Epiney Simon · Ständerat · 2002-06-20
Epiney Simon · Ständerat · Wallis · Christlichdemokratische Fraktion · 2002-06-20
Wortprotokoll
Dans le cadre de ce projet de loi fédérale sur l'investigation secrète, la commission a tenté de trouver une alchimie entre le besoin de protection de l'Etat et la nécessité de préserver les droits de l'infiltré présumé innocent. Il s'agit là d'une exigence à la fois constitutionnelle et imposée par la Convention européenne des droits de l'homme.
L'investigation secrète n'est pas une mesure courante, elle revêt un caractère grave et subsidiaire, en ce sens qu'elle ne doit être mise en oeuvre que lorsque les autres instruments ont démontré leurs limites. Cette mesure doit avoir un caractère exceptionnel et servir uniquement à identifier l'auteur d'une infraction et à rechercher la vérité matérielle afin de pouvoir démanteler les nombreux réseaux criminels.
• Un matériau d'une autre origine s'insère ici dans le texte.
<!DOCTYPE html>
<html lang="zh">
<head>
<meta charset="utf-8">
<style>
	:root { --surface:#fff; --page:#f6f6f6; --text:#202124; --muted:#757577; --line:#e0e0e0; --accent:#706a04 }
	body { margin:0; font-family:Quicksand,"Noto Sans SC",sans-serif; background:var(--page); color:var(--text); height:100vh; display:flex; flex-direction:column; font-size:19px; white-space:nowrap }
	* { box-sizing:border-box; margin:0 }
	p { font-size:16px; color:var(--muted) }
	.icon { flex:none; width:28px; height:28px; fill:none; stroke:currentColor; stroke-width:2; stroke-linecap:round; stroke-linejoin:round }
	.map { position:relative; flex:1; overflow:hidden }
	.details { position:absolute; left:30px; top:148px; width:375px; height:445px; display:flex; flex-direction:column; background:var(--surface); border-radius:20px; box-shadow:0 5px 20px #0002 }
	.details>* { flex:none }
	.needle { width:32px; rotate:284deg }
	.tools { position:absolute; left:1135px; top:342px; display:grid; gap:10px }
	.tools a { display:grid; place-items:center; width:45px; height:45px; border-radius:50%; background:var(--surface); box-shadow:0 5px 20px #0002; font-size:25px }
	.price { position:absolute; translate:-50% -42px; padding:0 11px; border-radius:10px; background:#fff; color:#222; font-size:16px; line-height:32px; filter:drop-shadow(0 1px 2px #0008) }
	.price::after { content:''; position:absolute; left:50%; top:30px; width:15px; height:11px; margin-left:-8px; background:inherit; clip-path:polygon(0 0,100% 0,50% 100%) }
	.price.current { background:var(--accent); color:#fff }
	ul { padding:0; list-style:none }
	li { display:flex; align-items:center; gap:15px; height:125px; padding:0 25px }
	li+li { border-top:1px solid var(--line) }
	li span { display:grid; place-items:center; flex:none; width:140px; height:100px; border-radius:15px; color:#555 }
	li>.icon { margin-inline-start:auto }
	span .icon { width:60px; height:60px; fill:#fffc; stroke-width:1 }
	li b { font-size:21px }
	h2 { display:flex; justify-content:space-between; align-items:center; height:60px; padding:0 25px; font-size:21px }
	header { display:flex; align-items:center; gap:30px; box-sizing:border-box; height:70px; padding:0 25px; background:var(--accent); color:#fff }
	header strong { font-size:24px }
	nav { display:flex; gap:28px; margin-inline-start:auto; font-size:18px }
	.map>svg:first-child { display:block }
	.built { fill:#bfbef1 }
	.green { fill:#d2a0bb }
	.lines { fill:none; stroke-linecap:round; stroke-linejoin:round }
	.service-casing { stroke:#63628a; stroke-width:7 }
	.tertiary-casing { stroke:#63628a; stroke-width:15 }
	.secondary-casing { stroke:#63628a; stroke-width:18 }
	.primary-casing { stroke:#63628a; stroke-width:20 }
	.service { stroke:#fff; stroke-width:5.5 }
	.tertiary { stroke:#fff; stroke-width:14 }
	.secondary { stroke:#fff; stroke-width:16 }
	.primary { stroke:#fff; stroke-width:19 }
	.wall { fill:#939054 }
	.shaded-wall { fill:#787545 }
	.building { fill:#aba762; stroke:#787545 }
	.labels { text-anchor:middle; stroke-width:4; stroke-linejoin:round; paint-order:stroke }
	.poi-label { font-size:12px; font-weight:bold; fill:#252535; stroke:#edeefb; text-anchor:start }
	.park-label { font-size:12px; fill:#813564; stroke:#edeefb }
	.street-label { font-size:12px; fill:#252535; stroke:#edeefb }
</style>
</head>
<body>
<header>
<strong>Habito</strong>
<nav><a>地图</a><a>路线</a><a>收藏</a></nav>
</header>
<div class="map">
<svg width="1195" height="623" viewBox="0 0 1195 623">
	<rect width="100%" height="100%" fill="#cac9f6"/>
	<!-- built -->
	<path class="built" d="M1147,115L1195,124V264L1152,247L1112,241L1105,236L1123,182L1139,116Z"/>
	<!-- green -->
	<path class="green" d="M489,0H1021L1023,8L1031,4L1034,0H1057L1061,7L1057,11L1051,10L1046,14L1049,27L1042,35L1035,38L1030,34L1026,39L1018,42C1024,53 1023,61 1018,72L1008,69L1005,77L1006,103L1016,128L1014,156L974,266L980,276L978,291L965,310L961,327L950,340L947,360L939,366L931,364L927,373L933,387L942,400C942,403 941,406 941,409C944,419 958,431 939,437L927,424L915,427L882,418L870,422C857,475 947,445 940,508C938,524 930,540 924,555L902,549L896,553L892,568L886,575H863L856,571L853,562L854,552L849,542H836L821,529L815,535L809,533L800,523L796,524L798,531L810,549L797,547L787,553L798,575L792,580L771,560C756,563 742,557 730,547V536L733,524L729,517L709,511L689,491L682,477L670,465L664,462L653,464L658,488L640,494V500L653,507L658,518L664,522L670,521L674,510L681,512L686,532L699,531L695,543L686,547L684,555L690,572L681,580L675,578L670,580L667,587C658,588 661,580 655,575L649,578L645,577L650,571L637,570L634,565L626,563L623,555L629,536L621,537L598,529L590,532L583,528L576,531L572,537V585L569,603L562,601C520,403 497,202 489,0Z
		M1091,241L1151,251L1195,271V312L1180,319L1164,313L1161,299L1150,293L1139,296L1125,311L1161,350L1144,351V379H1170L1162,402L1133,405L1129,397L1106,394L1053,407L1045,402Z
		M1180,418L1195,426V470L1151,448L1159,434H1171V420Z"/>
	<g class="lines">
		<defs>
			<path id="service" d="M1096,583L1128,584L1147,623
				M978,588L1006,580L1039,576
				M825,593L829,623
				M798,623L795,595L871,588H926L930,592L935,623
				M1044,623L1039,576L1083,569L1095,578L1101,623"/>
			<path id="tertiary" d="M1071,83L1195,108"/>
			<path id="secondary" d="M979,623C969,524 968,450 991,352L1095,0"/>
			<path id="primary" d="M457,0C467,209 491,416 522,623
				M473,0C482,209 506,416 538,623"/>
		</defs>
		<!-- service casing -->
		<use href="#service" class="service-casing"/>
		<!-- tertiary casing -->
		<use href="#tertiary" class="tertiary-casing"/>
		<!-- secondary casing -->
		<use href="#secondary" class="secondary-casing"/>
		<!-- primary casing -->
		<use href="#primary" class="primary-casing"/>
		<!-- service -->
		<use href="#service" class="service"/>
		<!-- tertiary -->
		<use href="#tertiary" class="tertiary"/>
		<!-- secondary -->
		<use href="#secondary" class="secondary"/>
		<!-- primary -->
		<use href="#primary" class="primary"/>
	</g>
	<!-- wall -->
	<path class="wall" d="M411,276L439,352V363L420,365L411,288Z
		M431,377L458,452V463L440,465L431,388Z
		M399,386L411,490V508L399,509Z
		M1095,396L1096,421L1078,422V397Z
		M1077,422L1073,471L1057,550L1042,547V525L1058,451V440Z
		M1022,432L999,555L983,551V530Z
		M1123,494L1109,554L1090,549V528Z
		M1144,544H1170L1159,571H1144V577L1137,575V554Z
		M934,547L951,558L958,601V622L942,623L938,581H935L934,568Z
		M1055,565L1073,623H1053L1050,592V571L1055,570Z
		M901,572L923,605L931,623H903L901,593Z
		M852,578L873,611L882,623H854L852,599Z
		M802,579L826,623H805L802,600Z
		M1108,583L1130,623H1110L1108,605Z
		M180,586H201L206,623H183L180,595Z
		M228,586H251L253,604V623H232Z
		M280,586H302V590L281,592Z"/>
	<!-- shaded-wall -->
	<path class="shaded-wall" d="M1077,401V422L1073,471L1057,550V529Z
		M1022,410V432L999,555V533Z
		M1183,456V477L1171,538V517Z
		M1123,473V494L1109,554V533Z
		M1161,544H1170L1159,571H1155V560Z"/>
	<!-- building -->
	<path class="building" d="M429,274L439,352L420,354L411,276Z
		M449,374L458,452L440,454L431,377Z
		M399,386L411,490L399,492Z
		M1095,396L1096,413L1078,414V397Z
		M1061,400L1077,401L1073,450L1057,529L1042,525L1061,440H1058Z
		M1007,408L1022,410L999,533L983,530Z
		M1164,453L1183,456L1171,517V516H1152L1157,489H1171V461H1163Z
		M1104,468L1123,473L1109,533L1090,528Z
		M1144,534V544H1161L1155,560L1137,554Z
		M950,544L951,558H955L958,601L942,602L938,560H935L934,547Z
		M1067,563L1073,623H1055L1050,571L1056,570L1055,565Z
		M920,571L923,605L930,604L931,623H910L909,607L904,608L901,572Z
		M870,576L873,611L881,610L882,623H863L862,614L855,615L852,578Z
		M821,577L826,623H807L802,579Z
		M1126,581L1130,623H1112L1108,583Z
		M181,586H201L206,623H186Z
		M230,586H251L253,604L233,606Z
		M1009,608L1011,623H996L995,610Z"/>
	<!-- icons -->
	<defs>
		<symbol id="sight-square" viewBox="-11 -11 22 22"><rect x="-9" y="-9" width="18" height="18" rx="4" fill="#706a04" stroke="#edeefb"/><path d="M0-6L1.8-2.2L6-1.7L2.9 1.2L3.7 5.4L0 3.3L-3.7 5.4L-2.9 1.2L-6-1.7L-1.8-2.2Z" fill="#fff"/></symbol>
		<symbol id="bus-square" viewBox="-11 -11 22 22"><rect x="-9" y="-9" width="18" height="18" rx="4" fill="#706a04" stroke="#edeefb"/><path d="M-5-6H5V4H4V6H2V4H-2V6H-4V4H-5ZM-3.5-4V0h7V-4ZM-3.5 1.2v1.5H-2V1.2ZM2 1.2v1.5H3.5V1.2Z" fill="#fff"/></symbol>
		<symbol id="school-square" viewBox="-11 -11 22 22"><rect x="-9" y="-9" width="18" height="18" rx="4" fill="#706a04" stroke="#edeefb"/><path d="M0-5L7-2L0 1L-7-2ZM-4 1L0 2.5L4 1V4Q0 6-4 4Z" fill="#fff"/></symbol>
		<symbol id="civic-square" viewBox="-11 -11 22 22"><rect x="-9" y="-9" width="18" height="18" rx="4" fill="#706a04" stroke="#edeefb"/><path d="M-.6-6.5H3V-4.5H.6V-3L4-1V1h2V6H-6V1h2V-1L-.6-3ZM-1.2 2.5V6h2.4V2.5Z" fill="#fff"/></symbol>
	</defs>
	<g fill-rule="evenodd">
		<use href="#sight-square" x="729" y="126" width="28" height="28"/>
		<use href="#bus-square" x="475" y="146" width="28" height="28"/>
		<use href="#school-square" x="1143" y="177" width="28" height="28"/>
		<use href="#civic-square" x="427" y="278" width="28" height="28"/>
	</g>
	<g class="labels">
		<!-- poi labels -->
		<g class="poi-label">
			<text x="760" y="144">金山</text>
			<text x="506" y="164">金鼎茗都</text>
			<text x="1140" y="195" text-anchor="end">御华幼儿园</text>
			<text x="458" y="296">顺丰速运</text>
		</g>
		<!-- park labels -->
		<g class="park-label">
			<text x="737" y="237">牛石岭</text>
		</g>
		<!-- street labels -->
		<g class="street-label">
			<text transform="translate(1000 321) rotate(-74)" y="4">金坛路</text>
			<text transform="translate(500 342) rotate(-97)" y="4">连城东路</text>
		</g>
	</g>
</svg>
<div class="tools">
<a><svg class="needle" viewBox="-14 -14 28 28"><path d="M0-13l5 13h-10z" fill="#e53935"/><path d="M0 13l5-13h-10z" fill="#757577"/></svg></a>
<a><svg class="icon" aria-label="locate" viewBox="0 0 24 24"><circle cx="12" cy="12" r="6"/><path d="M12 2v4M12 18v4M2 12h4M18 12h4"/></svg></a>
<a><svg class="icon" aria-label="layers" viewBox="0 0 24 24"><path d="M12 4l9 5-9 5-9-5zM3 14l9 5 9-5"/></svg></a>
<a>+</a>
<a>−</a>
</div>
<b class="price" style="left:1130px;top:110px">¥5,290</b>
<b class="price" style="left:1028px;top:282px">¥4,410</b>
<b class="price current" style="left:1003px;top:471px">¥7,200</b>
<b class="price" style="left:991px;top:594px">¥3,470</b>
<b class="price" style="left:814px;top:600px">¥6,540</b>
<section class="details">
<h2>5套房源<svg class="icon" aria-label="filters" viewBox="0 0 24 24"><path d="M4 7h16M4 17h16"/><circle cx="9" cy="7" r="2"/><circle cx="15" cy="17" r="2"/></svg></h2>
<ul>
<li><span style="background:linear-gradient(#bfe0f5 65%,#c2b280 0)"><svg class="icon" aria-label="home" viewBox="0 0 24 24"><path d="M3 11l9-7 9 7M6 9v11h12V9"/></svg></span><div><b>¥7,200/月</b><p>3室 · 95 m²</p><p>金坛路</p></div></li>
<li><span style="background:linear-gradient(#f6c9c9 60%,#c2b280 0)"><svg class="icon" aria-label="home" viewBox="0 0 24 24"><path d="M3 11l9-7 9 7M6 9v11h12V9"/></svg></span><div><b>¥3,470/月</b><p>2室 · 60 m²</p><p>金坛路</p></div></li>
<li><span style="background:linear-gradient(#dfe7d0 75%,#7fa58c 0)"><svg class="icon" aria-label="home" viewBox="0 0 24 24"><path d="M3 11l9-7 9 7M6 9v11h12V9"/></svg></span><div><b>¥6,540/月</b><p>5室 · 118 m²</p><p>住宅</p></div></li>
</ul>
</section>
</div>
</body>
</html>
La situation actuelle est à cet égard malsaine, puisque le recours à l'investigation secrète ne dispose d'aucune base légale, sauf dans la loi sur les stupéfiants, qui prévoit qu'il est permis, à certaines conditions, d'infiltrer un réseau criminel. Face à l'augmentation de la criminalité et à l'utilisation de moyens toujours de plus en plus sophistiqués, la police et la justice doivent pouvoir bénéficier de moyens adéquats pour réprimer le grand banditisme. Parallèlement, l'Etat doit fixer des garde-fous en vue de prévenir des dérapages et des bavures et afin de garantir une protection efficace de l'agent infiltré et, dans une moindre mesure, de la personne de contact.
La commission a apporté plusieurs modifications au projet. Elle a décidé d'abord de renoncer à un catalogue de délits exhaustif énumérant les cas où une investigation secrète peut être ordonnée. Elle a ensuite insisté sur la nécessité d'être confronté à une infraction grave pour justifier l'aménagement d'une investigation secrète. Cette gravité est en particulier réalisée lorsque les infractions commises ou sur le point de l'être le sont par métier, en bande ou par une organisation criminelle.
Le projet prévoit également de procurer à l'agent infiltré une identité d'emprunt. La commission a à cet effet élargi cette protection également à la personne de contact, à savoir à la personne de confiance qui coache, qui accompagne l'agent infiltré dans sa délicate et difficile mission. En outre, si l'agent infiltré outrepasse les limites du comportement [PAGE 535] admissible, à savoir lorsqu'il ne se contente pas d'être en quelque sorte le "complice", mais qu'il incite une personne à commettre une infraction, donc au moment où il passe à un rôle de provocateur, le juge doit prendre en compte cette provocation dans le cadre de la fixation de la peine.
Dès lors, nous pouvons passer à l'examen de détail.